Pattolli is a traditional andhra dish.It is a protein rich curry which tastes and ideal with rice and rotis.When the fridge is empty and no vegetables in the home,then this dish is handy and easy to make.This dish is a variation from daily preparing routine menu,and it will be a big hit and rank 1st in parties and get togethers.Pattolli is a dish which a housewife can smartly  feed her family with a nutritous and tasty stuff.It can be made with bengal gram dal and onions.An occasionally made dish as it consumes more oil,and using very less oil is recommended by doctors.
Materials:
Bengal gram daal-2 cups
Red mirchi-4 to 6 nos
Reduce if you want it to be less hot
Jeera 1/2 tsp
Salt
Seasoning:
Oil-100 to 150 gms
Urad dal- 2 tsp
Mustard seeds-1 tsp
Chopped green chillis-4 to 5 nos
Chopped onions-1 cup
Curry leaves
Hing(a pinch)
Those who dont like hing can add chopped garlic
Haldhi a pinch
Method:
Wash well,and soak bengal gram daal in hot water for atleast one hour(if u soak in cold water it will take more than 2 hours to soak.)

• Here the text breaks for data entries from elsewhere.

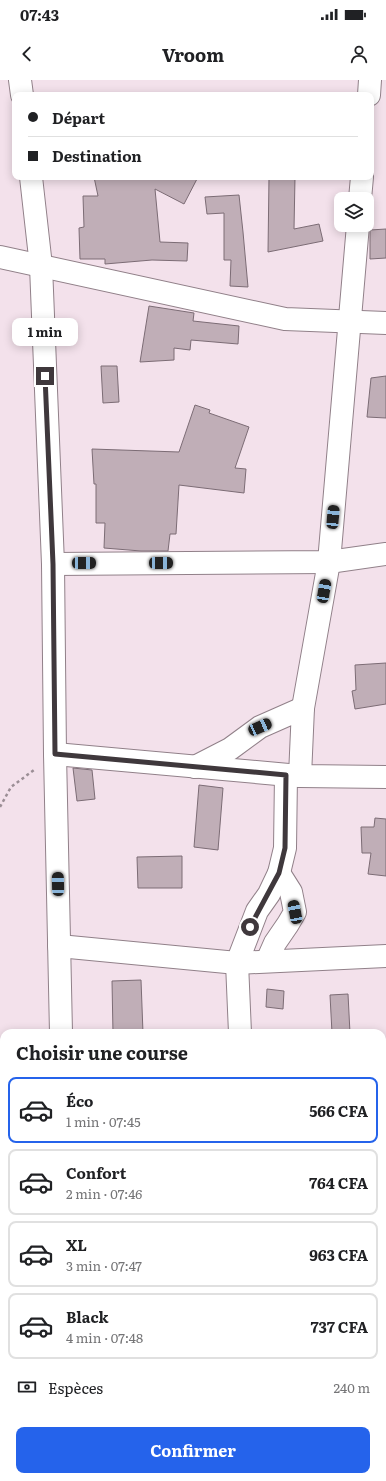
<!DOCTYPE html>
<html lang="fr">
<meta charset="utf-8">
<style>
body{margin:0;font-family:Literata,serif;background:#f2f2f2;color:#202124;height:100vh;display:flex;flex-direction:column;font-size:15px;white-space:nowrap}
*{box-sizing:border-box;margin:0}
p{font-size:13px;color:#757577}
.icon{flex:none;width:22px;height:22px;fill:none;stroke:currentColor;stroke-width:2;stroke-linecap:round;stroke-linejoin:round}
.map{position:relative;flex:1;overflow:hidden}
.panel{position:absolute;left:0px;top:949px;width:386px;height:452px;display:flex;flex-direction:column;background:#fff;border-radius:12px 12px 0 0;box-shadow:0 2px 10px #0003}
.panel>*{flex:none}
.hud{position:absolute;left:12px;top:12px;width:362px;height:88px;border-radius:8px;box-shadow:0 2px 10px #0003;display:grid;align-content:center;height:88px;padding:0 16px;background:#fff}
.tools{position:absolute;left:334px;top:112px;display:grid;gap:8px}
.tools a{display:grid;place-items:center;width:40px;height:40px;border-radius:8px;background:#fff;box-shadow:0 2px 10px #0003;font-size:20px}
.end{position:absolute;width:18px;height:18px;margin:-9px;border:5px solid #3f383c;background:#fff;box-shadow:0 0 0 2px #fff}
.from{border-radius:50%}
.bubble{position:absolute;height:28px;border-radius:8px;background:#fff;box-shadow:0 2px 10px #0003;font-size:13px;font-weight:700;line-height:28px;text-align:center}
.car{position:absolute;width:12px;height:24px;margin:-12px -6px;border-radius:5px;box-shadow:0 0 3px 1px #0007;background:linear-gradient(#222 24%,#8ab4d8 0 40%,#222 0 76%,#8ab4d8 0 86%,#222 0)}
.hud b{display:flex;align-items:center;gap:14px;height:38px;font-size:15px}
.hud b+b{border-top:1px solid #e0e0e0}
.hud i{width:10px;height:10px;background:#202124}
ul{padding:0;list-style:none}
li{display:flex;align-items:center;gap:12px;height:66px;margin:0 8px 6px;padding:0 8px;border:2px solid #e0e0e0;border-radius:8px}
li div{flex:1}
li b{display:block;font-size:15px}
li em{font-style:normal;font-weight:700}
li.active{border-color:#2563eb}
li>.icon{width:36px;height:36px;stroke-width:1.5}
h2{padding:0 16px;font-size:18px;line-height:48px}
.pay{display:flex;align-items:center;gap:10px;height:44px;padding:0 16px;font-size:15px}
.pay p{margin-inline-start:auto}
.action{display:flex;gap:8px;margin-top:auto;padding:8px 16px}
.action a{flex:1;height:46px;border-radius:8px;background:#2563eb;color:#fff;font-size:16px;font-weight:700;line-height:46px;text-align:center}
.status{display:flex;justify-content:space-between;align-items:center;height:28px;padding:0 20px;background:#fff;direction:ltr}
.status svg{height:11px;fill:currentColor}
header{display:flex;justify-content:space-between;align-items:center;height:52px;padding:0 16px;background:#fff;font-size:18px;font-weight:700}
.map>svg:first-child{display:block}
.building{fill:#c0aeb7;stroke:#7c6c75}
.lines{fill:none;stroke-linecap:round;stroke-linejoin:round}
.minor-casing{stroke:#918089;stroke-width:24}
.highway-casing{stroke:#918089;stroke-width:24}
.path{stroke:#9b8e95;stroke-width:2.5;stroke-dasharray:3 3;stroke-linecap:butt}
.minor{stroke:#fff;stroke-width:22}
.highway{stroke:#fff;stroke-width:22}
.route{stroke:#3f383c;stroke-width:5}
</style>
<div class="status"><b>07:43</b><svg viewBox="0 0 49 12"><path d="M0 12V9h3v3zM5 12V6h3v6zM10 12V3h3v9zM15 12V0h3v12zM26 1h20v11H26zM47 4h2v5h-2z"/></svg></div>
<header><svg class="icon" aria-label="back" viewBox="0 0 24 24"><path d="M15 5l-7 7 7 7"/></svg>Vroom<svg class="icon" aria-label="person" viewBox="0 0 24 24"><circle cx="12" cy="8" r="4"/><path d="M4 21q1-7 8-7t8 7"/></svg></header>
<div class="map">
<svg width="386" height="1401" viewBox="0 0 386 1401">
<rect width="100%" height="100%" fill="#f3e1eb"/>
<!-- building -->
<g class="building">
<path d="M94,97H198L184,124L155,109L160,162L188,163L187,181L152,180L105,184V179H80L79,148L84,147L83,116H98Z"/>
<path d="M269,97H295L294,149L319,144L323,161L268,172Z"/>
<path d="M239,115L243,152L248,207L230,206L231,180H224V133L207,134L205,117Z"/>
<path d="M386,149V178L370,179V150Z"/>
<path d="M149,226L194,233L193,241L239,246L238,264L191,260L190,270L174,268V280L140,282Z"/>
<path d="M101,286H117L119,322L103,323Z"/>
<path d="M386,296V338L367,337L371,298Z"/>
<path d="M195,325L210,330L209,333L249,347L235,388L246,389L244,413L179,405L176,454H170L168,471H141L104,468L105,443H96V404H94L92,369L179,372Z"/>
<path d="M386,583V624L355,629L352,611L356,610L355,585Z"/>
<path d="M73,688L92,690L95,719L77,721Z"/>
<path d="M199,705L223,708L218,770L194,767Z"/>
<path d="M375,738L386,739V796L368,794L371,773H362L361,747H374Z"/>
<path d="M182,776V808H138L137,777Z"/>
<path d="M141,900L143,953H113L112,901Z"/>
<path d="M267,909L284,911L283,929L266,927Z"/>
<path d="M348,914L350,953H332L330,915Z"/>
</g>
<g class="lines">
<defs>
<g id="minor">
<path d="M369,15L370,0"/>
<path d="M360,119L362,97"/>
<path d="M0,177L285,239L386,243"/>
<path d="M53,484L329,482L386,474"/>
<path d="M303,628L329,482L358,145"/>
<path d="M55,674L300,696L386,697"/>
<path d="M195,687L230,669L260,647L303,628L300,696"/>
<path d="M59,866L237,883L386,876"/>
<path d="M267,881L275,863L288,844L295,832L291,812L279,793"/>
<path d="M240,953L237,883L257,831L269,814L279,793L285,768L286,695"/>
<path d="M0,1000H4"/>
<path d="M260,1397L261,1401"/>
</g>
<g id="highway">
<path d="M20,0L22,15"/>
<path d="M31,97L41,186L53,484L55,674L61,953"/>
<path d="M70,1397V1401"/>
</g>
</defs>
<!-- minor casing -->
<use href="#minor" class="minor-casing"/>
<!-- highway casing -->
<use href="#highway" class="highway-casing"/>
<!-- path -->
<g class="path">
<path d="M0,727L11,707L34,690"/>
<path d="M382,1238H386"/>
</g>
<!-- minor -->
<use href="#minor" class="minor"/>
<!-- highway -->
<use href="#highway" class="highway"/>
</g>
<g class="lines">
<!-- route -->
<path class="route" d="M45,296L53,484L55,674L286,695L285,768L279,793L250,847"/>
</g>
</svg>
<div class="tools">
<a><svg class="icon" aria-label="layers" viewBox="0 0 24 24"><path d="M12 4l9 5-9 5-9-5zM3 14l9 5 9-5"/></svg></a>
</div>
<i class="end from" style="left:250px;top:847px"></i>
<i class="end" style="left:45px;top:296px"></i>
<div class="bubble" style="left:12px;top:238px;width:66px">1 min</div>
<i class="car" style="left:333px;top:437px;rotate:5deg"></i>
<i class="car" style="left:84px;top:483px;rotate:90deg"></i>
<i class="car" style="left:161px;top:483px;rotate:90deg"></i>
<i class="car" style="left:324px;top:511px;rotate:10deg"></i>
<i class="car" style="left:260px;top:647px;rotate:66deg"></i>
<i class="car" style="left:58px;top:804px;rotate:359deg"></i>
<i class="car" style="left:295px;top:832px;rotate:349deg"></i>
<div class="hud">
<b><i class="from"></i>Départ</b>
<b><i></i>Destination</b>
</div>
<section class="panel">
<h2>Choisir une course</h2>
<ul>
<li class="active"><svg class="icon" aria-label="car" viewBox="0 0 24 24"><path d="M5 17H2v-5l4-1 3-4h7l3 4 3 1v5h-3M9 17h6M6 11h13"/><circle cx="7" cy="17" r="2"/><circle cx="17" cy="17" r="2"/></svg><div><b>Éco</b><p>1 min · 07:45</p></div><em>566 CFA</em></li>
<li><svg class="icon" aria-label="car" viewBox="0 0 24 24"><path d="M5 17H2v-5l4-1 3-4h7l3 4 3 1v5h-3M9 17h6M6 11h13"/><circle cx="7" cy="17" r="2"/><circle cx="17" cy="17" r="2"/></svg><div><b>Confort</b><p>2 min · 07:46</p></div><em>764 CFA</em></li>
<li><svg class="icon" aria-label="car" viewBox="0 0 24 24"><path d="M5 17H2v-5l4-1 3-4h7l3 4 3 1v5h-3M9 17h6M6 11h13"/><circle cx="7" cy="17" r="2"/><circle cx="17" cy="17" r="2"/></svg><div><b>XL</b><p>3 min · 07:47</p></div><em>963 CFA</em></li>
<li><svg class="icon" aria-label="car" viewBox="0 0 24 24"><path d="M5 17H2v-5l4-1 3-4h7l3 4 3 1v5h-3M9 17h6M6 11h13"/><circle cx="7" cy="17" r="2"/><circle cx="17" cy="17" r="2"/></svg><div><b>Black</b><p>4 min · 07:48</p></div><em>737 CFA</em></li>
</ul>
<div class="pay"><svg class="icon" aria-label="cash" viewBox="0 0 24 24"><path d="M3 7h18v10H3z"/><circle cx="12" cy="12" r="2"/></svg>Espèces<p>240 m</p></div>
<div class="action"><a>Confirmer</a></div>
</section>
</div>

Wet grind bengalgram daal with 4 to 6 red mirchis jeera and salt,coarsely.
Very less water is to be used while grinding.
Now place a kadai (thick bottomed)on the stove,add oil 100 gms  ,(it will take more oil in this procedure).
Add urad dal,mustard seeds,finely chopped onions,curry leaves,and chopped green chillies,etc etc..
Fry well in a low flame,after the onions turn transculent,add grinded bengal gram mixture,and stir frequently till done.
(beware very soon it will be over fried and turns black in the bottom layer,so continuosly stir for every 2 mins,that too in low flame)
It takes more time up to half an hour,to get fried,and frequently add 1 to 2 tsp oil.
The coarsely grinded bengalgram dal paste,have to be fried slowly in low temperature,stirring frequently,and the pattoli will be,should i say vidavidaladuthu smooth ga vasthundhi.

This is a recipe from my sister Padmas kitchen of Kakinada.